FTX filed for protection in the US earlier this month following a spectacular crypto meltdown in which traders withdrew $6 billion from the platform in just three days and rival exchange Binance abandoned a rescue plan.


According to Bitso's Chief Regulatory Officer Felipe Vallejo, the company, which has operations in Mexico, Brazil, Colombia, and Argentina, will release a solvency report in less than a month and is choosing an outside partner to conduct an audit.


Bitso recently joined a group of international businesses in the cryptocurrency industry that are attempting to produce an easily digestible report so users can determine for themselves whether businesses have the resources to support their transactions.


Since they only display assets and do not account for the amount of cryptocurrency or money owed to users, some companies' published proofs of funds are insufficient, he claimed.

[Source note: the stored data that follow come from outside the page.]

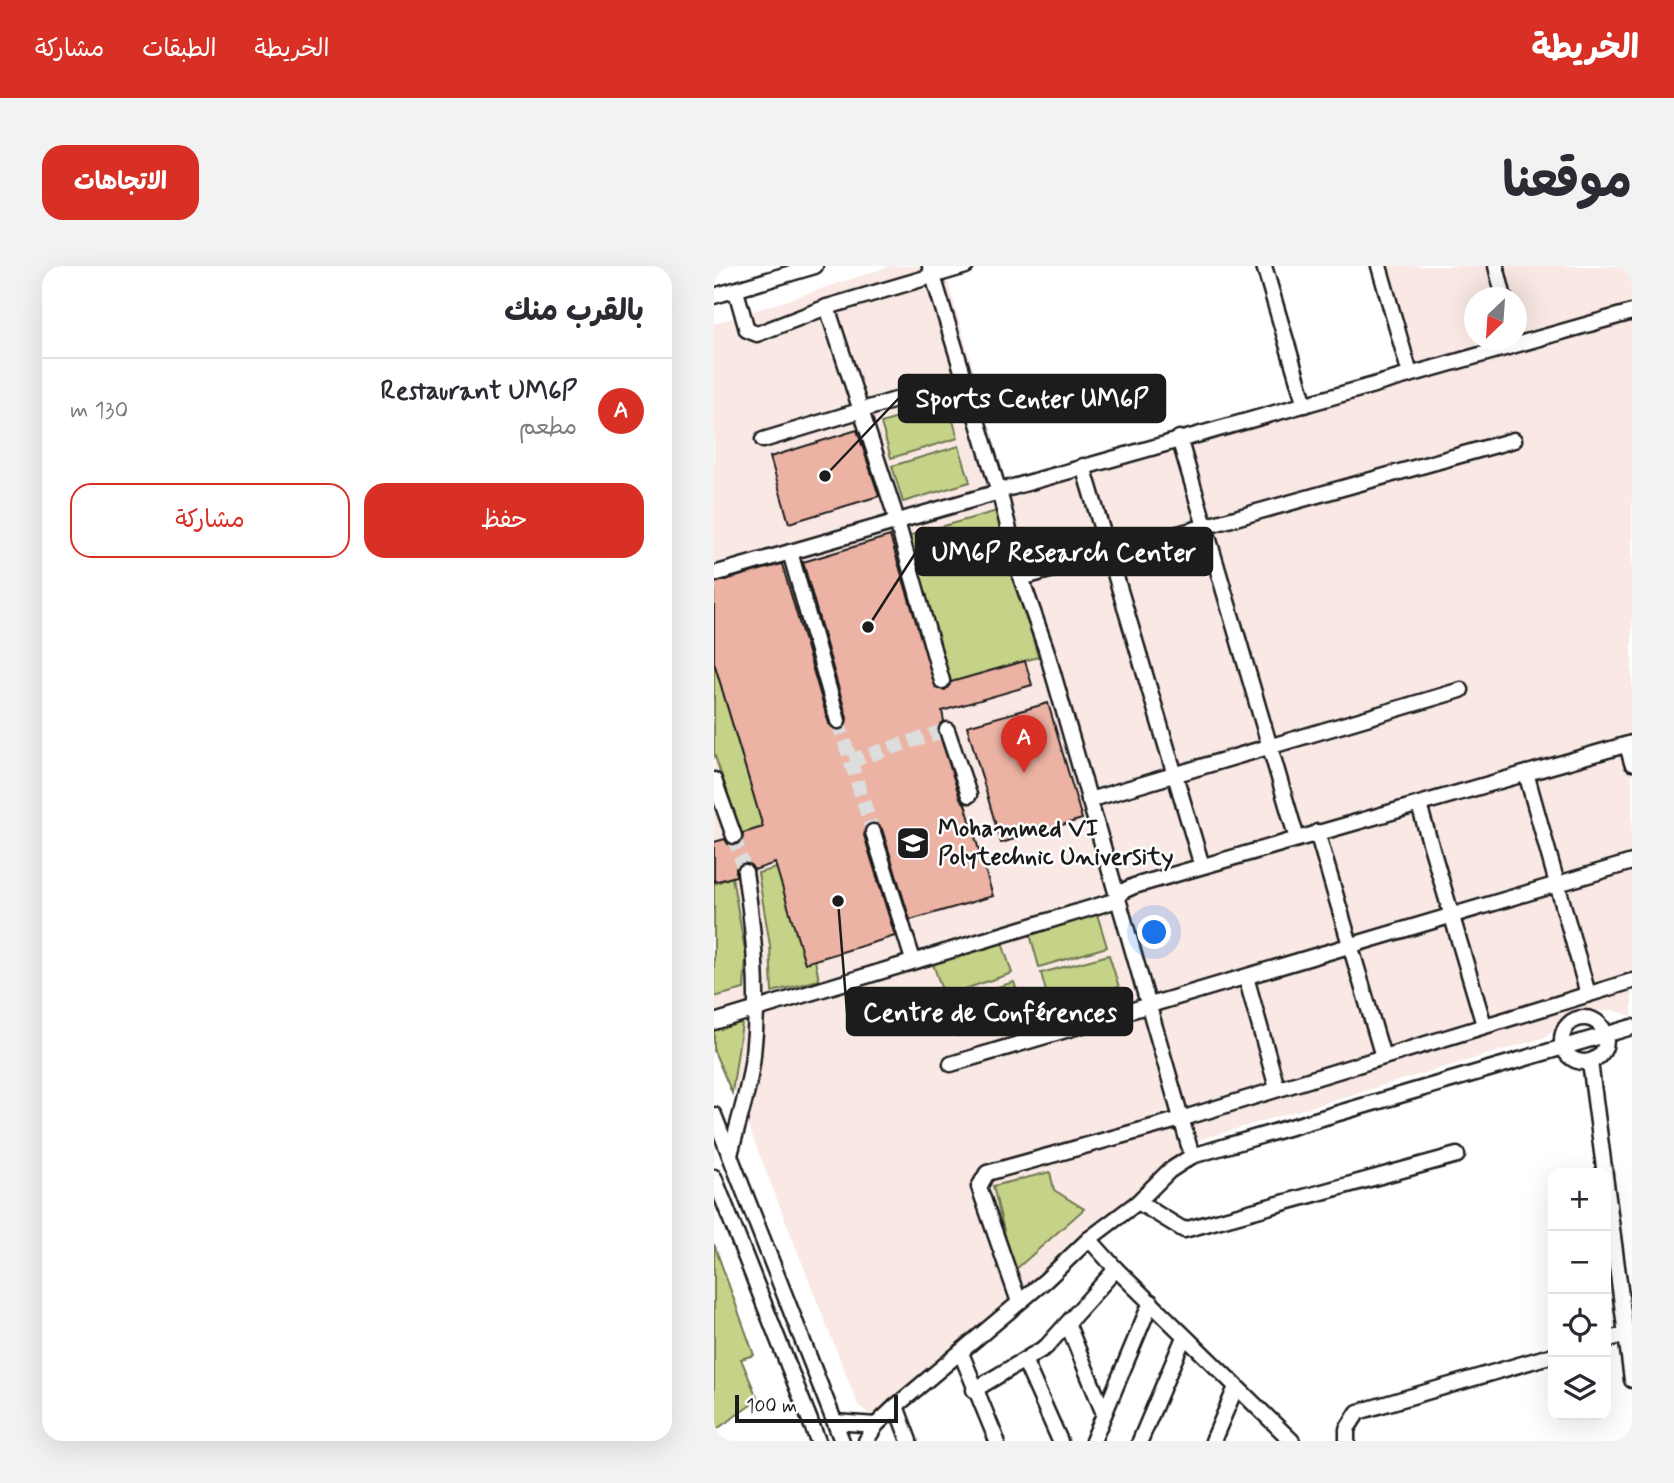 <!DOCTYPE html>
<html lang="ar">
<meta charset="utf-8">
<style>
body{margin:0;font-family:Mynerve,"Playpen Sans Arabic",sans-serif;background:#f2f2f3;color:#2b2b33;direction:rtl}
.controls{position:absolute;right:21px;bottom:21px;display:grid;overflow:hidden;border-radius:14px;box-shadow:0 7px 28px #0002}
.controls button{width:63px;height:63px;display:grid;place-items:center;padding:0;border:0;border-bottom:2px solid #e1e1e2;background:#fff;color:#2b2b33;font:35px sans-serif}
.compass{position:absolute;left:750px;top:21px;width:63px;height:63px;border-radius:50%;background:#fff;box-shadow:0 7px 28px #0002;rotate:205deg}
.scale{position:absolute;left:21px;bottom:18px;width:163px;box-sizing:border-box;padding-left:7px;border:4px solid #1c1c1c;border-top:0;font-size:19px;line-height:24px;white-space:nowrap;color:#1c1c1c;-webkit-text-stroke:5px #fff;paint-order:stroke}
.you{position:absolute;left:441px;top:667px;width:24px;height:24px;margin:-18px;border:5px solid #fff;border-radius:50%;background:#1a73e8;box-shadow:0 0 0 10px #1a73e833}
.badge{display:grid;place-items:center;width:46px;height:46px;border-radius:50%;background:#d93025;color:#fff;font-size:23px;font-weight:700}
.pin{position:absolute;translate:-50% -58px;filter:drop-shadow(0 2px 4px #0008)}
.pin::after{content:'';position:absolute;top:37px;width:24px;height:21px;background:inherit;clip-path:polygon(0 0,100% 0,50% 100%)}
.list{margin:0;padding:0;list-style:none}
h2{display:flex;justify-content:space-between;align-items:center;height:91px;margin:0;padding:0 28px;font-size:30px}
h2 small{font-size:23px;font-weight:400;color:#7c7c81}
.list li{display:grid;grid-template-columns:46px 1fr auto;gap:21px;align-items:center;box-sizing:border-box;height:105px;padding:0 28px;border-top:2px solid #e1e1e2}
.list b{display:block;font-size:26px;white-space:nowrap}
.list p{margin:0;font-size:23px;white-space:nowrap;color:#7c7c81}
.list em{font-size:23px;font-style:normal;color:#7c7c81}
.actions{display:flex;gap:14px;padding:21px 28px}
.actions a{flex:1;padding:16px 0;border:2px solid #d93025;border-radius:21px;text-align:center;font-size:24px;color:#d93025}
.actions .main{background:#d93025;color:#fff}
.icon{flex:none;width:38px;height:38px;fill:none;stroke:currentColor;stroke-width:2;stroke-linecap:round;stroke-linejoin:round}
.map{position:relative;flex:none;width:918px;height:1175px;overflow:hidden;direction:ltr;border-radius:21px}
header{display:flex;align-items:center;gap:42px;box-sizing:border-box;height:98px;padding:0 35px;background:#d93025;color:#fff}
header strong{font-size:33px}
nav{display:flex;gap:38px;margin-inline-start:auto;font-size:24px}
.intro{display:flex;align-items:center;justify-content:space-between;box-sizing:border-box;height:168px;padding:0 42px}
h1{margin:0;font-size:49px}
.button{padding:18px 32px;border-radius:21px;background:#d93025;color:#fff;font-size:24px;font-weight:700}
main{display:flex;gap:42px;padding:0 42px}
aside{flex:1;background:#fff;border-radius:21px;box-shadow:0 7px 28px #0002}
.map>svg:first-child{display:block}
.built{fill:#f9e8e4;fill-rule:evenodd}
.green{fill:#c4d387;stroke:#707852;stroke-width:2}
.building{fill:#ecb3a4;stroke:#1c1c1c;stroke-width:2}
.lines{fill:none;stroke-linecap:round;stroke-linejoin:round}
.minor-tunnel{stroke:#ddd;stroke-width:14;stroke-dasharray:14 7;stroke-linecap:butt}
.minor-casing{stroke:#1c1c1c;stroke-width:19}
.minor{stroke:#fff;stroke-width:14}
.labels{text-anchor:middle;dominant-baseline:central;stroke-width:5;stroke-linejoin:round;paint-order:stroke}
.poi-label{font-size:24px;font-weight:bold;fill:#1c1c1c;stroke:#fff;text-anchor:start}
.leader{fill:none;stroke:#1c1c1c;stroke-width:2.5}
.callout-dot{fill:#1c1c1c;stroke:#fff;stroke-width:2.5}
.callout{fill:#1c1c1c;stroke:#1c1c1c;stroke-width:2.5}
.callout-label{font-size:26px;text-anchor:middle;font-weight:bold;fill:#fff}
</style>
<header>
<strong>الخريطة</strong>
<nav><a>الخريطة</a><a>الطبقات</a><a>مشاركة</a></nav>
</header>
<div class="intro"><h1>موقعنا</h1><a class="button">الاتجاهات</a></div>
<main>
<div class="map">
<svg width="918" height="1175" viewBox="0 0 918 1175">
<rect width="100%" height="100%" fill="#fff"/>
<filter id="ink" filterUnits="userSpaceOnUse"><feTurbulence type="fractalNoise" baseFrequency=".0143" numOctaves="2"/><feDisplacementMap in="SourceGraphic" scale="14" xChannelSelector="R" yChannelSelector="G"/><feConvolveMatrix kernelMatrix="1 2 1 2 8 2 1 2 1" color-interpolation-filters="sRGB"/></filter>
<g filter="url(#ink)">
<path class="built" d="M 177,0 L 229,0 L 294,221 L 691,105 L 663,0 L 918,0 L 918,750 L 899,744 L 863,748 L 829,772 L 485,874 L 164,1154 L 144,1139 L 0,773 L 0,58 ZM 760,32 L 802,32 L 802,74 L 760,74 Z"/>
<g class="green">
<polygon points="234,137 244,172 177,192 167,157"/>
<polygon points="245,180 256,216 189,236 178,200"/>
<polygon points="283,245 324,391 237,416 194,270"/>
<polygon points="0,396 49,561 27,568 0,487"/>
<polygon points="63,602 101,694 105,714 58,726 56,679 44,607"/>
<polygon points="18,611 32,690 30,723 0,731 0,618"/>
<polygon points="383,648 393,681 325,701 316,668"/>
<polygon points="286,670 298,707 230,730 217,692"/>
<polygon points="395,689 405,721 336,740 327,707"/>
<polygon points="300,716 311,751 244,770 234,736"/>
<polygon points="30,743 18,827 0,785 0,752"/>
<polygon points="336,906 340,924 370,943 300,1005 279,920"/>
<polygon points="0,978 40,1089 27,1093 44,1134 0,1165"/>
</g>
<g class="building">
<polygon points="143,164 165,230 75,257 56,191"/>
<polygon points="176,270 222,422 231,424 237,416 311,395 318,419 228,445 230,455 224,463 246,532 251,538 279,630 196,654 168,563 162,557 156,557 150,569 181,670 91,697 61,597 40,604 35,597 29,597 22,602 22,610 0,616 0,576 11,573 14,578 23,579 28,576 29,567 49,561 0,396 0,317 68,298 115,458 126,464 131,461 133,452 89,296"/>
<polygon points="334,437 368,553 287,577 253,460"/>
</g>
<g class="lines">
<g class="minor-tunnel">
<polyline points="124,455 159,566"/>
<polyline points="136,495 233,464"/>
<polyline points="20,570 31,606"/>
</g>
<g class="minor-casing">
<g id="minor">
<polyline points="216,0 288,236 307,312 332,383 478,890"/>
<polyline points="550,0 591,139"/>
<polyline points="665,0 696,108"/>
<polyline points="782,0 790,32"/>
<polyline points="22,25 33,64 43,68 113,41 252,0"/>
<polyline points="0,30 101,0"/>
<polyline points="113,41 180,245 228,415"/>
<polyline points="465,172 583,573"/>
<polyline points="49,174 251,113"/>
<polyline points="369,200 488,600"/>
<polyline points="285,225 918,46"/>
<polyline points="76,286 124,455"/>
<polyline points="0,308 285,226"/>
<polyline points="307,312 800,174"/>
<polyline points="233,464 255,529"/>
<polyline points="913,479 918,497"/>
<polyline points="812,507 874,728"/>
<polyline points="0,514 20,570"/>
<polyline points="375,534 747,424"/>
<polyline points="705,539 770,759"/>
<polyline points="159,566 199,694"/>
<polyline points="603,566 669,791"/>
<polyline points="532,711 563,822"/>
<circle cx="870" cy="774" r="22"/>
<polyline points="0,756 403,634 407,626 420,620 918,477"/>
<polyline points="876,796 918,1114"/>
<polyline points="237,798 918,596"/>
<polyline points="0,849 128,1175"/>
<path d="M 16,889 C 24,856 36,822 39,789 C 46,728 40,667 31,606"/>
<polyline points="0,911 104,1175"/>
<polyline points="424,936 470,964 743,889"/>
<polyline points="375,973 402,1003 578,1175"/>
<polyline points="305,1036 265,921 273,907 460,855 918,715"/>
<polyline points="354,1059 390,1148"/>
<polyline points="892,1074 912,1068"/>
<polyline points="247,1087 283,1175"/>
<polyline points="311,1096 346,1175"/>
<polyline points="260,1124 332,1081 402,1003"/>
<polyline points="182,1140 195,1175"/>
<polyline points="121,1156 162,1159"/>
<polyline points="152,1175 162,1159 182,1140 332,1014 375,973 424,936 455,905 478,890 918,761"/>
<polyline points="379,1175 437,1036"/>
<polyline points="426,1175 470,1071"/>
<polyline points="499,1175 522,1121"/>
<polyline points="633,1175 633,1163 644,1146 839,1089"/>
</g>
</g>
<use href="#minor" class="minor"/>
</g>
</g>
<defs>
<g id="university-square" transform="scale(1.75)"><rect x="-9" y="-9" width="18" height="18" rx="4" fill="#1c1c1c" stroke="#fff"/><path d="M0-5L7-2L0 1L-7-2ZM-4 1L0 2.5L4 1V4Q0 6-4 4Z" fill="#fff"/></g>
</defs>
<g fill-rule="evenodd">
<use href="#university-square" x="199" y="577"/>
</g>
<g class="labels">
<g class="poi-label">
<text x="224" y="563">Mohammed VI<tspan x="224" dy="28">Polytechnic University</tspan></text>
</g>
</g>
<path class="leader" d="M111 210L185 132M154 361L202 286M124 635L133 746"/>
<g class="callout-dot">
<circle cx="111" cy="210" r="7"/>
<circle cx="154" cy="361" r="7"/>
<circle cx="124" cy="635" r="7"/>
</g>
<g class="callout">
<rect x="185" y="109" width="266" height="47" rx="7"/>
<rect x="202" y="262" width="296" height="47" rx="7"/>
<rect x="133" y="722" width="285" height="47" rx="7"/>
</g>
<g class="callout-label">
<text x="318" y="141">Sports Center UM6P</text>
<text x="350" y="295">UM6P Research Center</text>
<text x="276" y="755">Centre de Conférences</text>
</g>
</svg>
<div class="controls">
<button>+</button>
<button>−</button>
<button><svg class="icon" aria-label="locate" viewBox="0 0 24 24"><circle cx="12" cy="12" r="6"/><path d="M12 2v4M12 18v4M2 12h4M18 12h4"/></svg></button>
<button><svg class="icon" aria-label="layers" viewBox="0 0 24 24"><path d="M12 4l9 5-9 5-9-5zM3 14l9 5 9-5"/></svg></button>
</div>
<svg class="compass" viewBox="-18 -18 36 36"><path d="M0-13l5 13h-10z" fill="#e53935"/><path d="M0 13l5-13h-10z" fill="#7c7c81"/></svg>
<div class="scale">100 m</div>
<div class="you"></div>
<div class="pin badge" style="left:310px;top:507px">A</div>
</div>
<aside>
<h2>بالقرب منك<small></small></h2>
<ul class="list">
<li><span class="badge">A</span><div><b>Restaurant UM6P</b><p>مطعم</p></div><em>130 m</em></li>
</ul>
<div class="actions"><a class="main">حفظ</a><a>مشاركة</a></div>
</aside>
</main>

According to Jean-Paul Servais, the head of international securities watchdog IOSCO, the FTX crisis has made it urgent to regulate cryptocurrency.


Regulators are working harder in the entire region. Brazilian lawmakers are accelerating the regulation of cryptocurrencies, and it is anticipated that Congress will make progress in the United States' expansive cryptocurrencies sector next year.


According to Vallejo, there are indications of activity in Argentina as well.


He continued, "Well-designed regulation can even be advantageous as it will eliminate bad actors from the ecosystem.


As Bitso implements the new transparency techniques, its growth may suffer in the short term, but Vallejo suggested that non-crypto services, like remittances to Mexico, could help mitigate the loss.